#OutToLunch High soap prices call for a shift to oil palm growing
By Denis Jjuuko
Scarcity is the mother of ingenuity; we have always been told. When things are scarce, human being quickly learn and adopt alternatives. For many Ugandans who grew up during the 1970s and 1980s, when household commodities were scarce, they learnt to improvise. Certain plants, I am told, were used to wash both the clothes and human body. Soap was one the household commodities that were extremely scarce. Kids in urban middleclass homes learnt what their village counterparts always experienced — tea without sugar or to sugarless tea taken with sweet potatoes and/or sweet bananas.
Over the last few days, you have probably seen social media posts of how expensive a “tree” (read bar) of soap is. At the turn of this year, a bar of soap was going for about Shs3500 for the well marketed brands and much less for ‘average’ brands. Today, the same “tree” of soap is threatening to reach the Shs10,000 mark. Unlike the 70s and 80s where goods were not on the market, today, if you have money, you will be able to get whatever number of “trees” of soap that you may need.
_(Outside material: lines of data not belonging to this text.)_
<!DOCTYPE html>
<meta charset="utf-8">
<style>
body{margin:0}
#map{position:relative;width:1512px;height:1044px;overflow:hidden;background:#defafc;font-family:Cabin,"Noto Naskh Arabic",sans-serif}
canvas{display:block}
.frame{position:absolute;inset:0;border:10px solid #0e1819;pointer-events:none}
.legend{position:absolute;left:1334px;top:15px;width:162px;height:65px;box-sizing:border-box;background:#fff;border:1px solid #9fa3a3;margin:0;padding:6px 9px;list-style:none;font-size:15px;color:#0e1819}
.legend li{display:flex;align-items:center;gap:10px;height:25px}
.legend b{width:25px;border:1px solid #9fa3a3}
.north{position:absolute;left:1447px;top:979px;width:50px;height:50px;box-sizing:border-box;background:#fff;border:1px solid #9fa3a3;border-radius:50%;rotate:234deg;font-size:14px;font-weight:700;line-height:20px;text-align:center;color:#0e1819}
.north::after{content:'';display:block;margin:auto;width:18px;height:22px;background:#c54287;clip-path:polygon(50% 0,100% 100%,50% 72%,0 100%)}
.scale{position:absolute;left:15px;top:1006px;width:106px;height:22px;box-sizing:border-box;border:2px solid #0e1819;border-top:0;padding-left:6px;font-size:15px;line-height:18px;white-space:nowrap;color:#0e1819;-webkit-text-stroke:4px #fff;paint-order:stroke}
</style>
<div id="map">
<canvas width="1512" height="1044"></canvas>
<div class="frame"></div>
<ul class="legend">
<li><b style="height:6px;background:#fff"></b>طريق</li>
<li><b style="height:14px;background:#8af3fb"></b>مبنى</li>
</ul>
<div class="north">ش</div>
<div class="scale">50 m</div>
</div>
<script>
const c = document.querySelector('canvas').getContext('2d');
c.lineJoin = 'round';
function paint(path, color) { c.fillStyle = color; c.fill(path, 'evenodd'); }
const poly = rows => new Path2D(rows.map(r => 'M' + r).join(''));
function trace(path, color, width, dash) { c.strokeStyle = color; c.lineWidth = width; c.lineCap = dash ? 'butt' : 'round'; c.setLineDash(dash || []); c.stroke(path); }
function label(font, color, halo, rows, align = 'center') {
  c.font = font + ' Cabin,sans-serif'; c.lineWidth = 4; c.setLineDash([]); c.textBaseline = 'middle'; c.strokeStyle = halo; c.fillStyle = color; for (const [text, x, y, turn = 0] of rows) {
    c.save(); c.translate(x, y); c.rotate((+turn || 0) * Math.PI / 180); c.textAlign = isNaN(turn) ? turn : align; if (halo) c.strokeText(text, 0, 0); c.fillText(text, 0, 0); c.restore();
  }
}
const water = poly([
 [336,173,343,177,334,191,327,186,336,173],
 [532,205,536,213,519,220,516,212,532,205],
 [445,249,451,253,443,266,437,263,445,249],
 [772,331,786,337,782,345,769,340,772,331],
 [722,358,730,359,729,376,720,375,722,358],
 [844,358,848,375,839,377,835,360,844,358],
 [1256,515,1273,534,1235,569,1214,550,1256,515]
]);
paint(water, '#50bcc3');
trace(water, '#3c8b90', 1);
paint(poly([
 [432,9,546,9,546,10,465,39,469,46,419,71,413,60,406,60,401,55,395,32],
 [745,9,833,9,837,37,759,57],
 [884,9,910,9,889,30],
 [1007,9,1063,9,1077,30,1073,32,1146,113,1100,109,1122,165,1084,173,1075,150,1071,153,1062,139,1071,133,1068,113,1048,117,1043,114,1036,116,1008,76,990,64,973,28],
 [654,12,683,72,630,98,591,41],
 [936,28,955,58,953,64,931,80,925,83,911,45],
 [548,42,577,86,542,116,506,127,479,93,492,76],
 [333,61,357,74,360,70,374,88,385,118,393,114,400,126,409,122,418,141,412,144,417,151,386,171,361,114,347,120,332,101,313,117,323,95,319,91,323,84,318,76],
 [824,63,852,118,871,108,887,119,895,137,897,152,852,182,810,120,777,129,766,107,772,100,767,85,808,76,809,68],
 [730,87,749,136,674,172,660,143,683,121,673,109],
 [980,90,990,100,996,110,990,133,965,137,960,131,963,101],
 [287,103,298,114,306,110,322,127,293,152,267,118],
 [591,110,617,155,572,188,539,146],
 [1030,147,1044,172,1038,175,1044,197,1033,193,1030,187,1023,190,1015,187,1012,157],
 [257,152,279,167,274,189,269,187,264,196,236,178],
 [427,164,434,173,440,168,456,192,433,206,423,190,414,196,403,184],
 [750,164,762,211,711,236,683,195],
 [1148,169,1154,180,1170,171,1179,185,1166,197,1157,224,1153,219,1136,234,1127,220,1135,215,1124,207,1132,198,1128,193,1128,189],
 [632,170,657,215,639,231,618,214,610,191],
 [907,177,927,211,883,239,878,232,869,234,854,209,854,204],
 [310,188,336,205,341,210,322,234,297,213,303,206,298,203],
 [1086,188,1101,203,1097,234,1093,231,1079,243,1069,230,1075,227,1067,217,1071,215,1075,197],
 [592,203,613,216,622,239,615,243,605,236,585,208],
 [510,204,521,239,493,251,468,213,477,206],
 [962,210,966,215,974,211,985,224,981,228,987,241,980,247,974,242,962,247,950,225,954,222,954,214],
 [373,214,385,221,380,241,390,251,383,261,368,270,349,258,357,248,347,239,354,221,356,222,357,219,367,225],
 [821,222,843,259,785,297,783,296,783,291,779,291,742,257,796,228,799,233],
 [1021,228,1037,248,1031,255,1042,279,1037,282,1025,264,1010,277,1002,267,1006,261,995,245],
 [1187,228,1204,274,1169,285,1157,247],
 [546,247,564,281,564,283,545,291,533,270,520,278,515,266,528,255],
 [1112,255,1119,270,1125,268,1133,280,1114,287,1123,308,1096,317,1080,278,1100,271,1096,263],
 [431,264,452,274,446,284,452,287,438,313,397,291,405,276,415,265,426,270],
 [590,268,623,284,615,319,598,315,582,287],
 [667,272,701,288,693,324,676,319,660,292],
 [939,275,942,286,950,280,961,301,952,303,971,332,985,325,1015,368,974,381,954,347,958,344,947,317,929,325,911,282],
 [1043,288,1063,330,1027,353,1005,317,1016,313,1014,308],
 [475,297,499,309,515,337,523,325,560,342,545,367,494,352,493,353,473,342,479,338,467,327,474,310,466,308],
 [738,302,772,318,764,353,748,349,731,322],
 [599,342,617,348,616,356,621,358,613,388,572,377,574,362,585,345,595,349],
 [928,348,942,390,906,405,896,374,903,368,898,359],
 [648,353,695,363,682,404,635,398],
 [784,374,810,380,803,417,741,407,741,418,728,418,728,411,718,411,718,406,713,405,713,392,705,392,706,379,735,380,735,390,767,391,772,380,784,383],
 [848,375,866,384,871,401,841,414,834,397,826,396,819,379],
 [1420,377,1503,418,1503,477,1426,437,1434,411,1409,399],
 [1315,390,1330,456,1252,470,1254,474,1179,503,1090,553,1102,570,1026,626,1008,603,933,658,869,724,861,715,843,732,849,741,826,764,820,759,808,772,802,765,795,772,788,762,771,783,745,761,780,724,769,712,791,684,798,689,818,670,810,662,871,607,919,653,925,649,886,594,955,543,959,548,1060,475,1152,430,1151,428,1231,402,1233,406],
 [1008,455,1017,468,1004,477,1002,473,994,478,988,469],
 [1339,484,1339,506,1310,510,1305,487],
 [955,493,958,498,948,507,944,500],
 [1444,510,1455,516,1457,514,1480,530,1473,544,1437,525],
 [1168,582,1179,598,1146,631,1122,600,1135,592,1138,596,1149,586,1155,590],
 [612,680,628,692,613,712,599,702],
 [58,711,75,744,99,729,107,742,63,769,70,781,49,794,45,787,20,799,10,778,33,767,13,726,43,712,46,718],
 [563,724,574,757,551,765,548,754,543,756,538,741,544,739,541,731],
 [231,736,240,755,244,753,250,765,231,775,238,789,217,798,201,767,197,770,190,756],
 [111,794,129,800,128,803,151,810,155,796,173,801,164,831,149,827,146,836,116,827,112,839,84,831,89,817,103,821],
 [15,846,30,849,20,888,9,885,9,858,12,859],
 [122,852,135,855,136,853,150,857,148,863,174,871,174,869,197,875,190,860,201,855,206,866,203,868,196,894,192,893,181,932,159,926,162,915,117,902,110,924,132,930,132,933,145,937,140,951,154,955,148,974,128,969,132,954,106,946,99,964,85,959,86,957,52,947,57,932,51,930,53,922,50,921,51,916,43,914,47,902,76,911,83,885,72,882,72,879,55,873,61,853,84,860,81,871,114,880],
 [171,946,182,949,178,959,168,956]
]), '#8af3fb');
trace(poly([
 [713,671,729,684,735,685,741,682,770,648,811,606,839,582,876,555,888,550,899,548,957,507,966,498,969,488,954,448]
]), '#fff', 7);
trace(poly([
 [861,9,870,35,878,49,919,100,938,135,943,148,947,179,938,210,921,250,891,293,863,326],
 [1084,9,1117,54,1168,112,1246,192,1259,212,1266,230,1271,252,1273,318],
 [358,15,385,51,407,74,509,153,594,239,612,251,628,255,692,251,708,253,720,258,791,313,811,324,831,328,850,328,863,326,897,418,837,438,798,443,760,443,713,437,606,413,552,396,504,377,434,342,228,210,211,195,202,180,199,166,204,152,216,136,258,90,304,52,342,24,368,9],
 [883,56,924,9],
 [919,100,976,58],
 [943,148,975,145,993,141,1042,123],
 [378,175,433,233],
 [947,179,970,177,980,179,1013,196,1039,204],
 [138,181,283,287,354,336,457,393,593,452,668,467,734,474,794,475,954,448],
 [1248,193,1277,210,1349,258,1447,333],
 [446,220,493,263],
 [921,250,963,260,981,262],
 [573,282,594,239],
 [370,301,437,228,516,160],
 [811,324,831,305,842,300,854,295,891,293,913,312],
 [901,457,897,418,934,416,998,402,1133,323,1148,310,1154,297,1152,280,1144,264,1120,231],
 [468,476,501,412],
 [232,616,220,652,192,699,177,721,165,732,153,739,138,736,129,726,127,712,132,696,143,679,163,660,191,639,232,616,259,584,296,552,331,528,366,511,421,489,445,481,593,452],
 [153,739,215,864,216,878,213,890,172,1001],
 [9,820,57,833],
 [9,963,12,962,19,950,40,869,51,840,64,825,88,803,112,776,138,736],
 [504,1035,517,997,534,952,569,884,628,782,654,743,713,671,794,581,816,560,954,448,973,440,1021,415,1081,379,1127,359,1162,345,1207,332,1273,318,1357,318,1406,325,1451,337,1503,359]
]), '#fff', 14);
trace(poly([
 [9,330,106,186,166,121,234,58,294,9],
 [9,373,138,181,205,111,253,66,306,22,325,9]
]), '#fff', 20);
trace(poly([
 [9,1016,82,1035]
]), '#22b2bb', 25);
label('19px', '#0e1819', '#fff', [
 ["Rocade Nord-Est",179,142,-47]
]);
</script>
To be fair, it is not only soap whose prices have gone up. A 50kg-bag of cement is now on average at Shs32,000 from about Shs28,000 in January this year. Steel bars, have gone up by about Shs10,000 for the 16-millimeter size for the new brands on the market. Established brands are now selling by more than Shs20,000 of the January 2022 prices. Of course, today I will not say anything about petrol and diesel to avoid boring you to death.
But since the issue now at hand is soap, let me stick to that. The main ingredient for soap is crude palm oil which is largely imported from Malaysia and Indonesia, the world’s leading producers. Palm oil is extracted from oil palm fresh fruit bunches. Growing oil palm was only introduced to Malaysia and Indonesia by British colonialists otherwise it is an indigenous plant of Sub-Saharan Africa.
Yet the continent is now almost a net importer of crude palm oil. It tells you how far we have come! Palm oil is the world’s most diverse agricultural product. It can be used to make soap, cosmetics and at the same time edibles like cooking oil.
In Uganda, we first experimented growing oil palm in Ssese islands in the 1970s but commercial farming only started in mid-2000s. Figures from the National Oil Palm Project (NOPP) of the Ministry of Agriculture indicate that the country needs to grow at least 100,000 hectares to meet current national demand. In Kalangala, only 11,346 hectares have been planted and another 7,500 hectares are under cultivation or planned in Buvuma. Oil palms take four years to mature and last between 18-25 years after which they have to be cut and replanting starts again.
Today, the price of crude palm oil has gone up because of many reasons. First, the invasion of Ukraine and Russia according to Reuters has halted the supply of sun oil, an alternative to palm oil. “Palm oil has become the costliest among the four major edible oils for the first time as buyers rush to secure replacements for sunflower oil shipments from the top exporting Black Sea region that were disrupted by Russia’s invasion of Ukraine,” the Reuters article reads.
The article adds that “since ports in Ukraine will remain closed until the invasion ends, Asian and European refiners have raised palm oil purchases for near-month shipments to replace sun oil which has lifted palm oil to irrational price level.”
Second, Malaysia has reacted by restricting crude palm oil exports to meet its own national demands first. Third, since last year, Uganda introduced a 10% tax on crude palm oil imports. These factors have increased the price of crude palm oil in Uganda.
The beauty of this though is that farmers in Kalangala are laughing all the way to the bank. As you read this, a kilogram of oil palm fresh fruit bunches is going for Shs1,238 compared to last month’s Shs1,137. Since September 2019, prices of oil palm fresh fruit bunches have increased by 166 percent from Shs465.This is good for Ugandan farmers.
In Kalangala, there are 2,063 smallholders who make about Shs6 billion collectively every month. An acre of oil palm gives the farmer at least a monthly income of Shs400,000 (oil palms are harvestable every 10 days). If the government is keen to empower farmers, oil palm growing is one of the solutions. Could the parish development model look at areas where farmers can grow this crop and empower them to do so?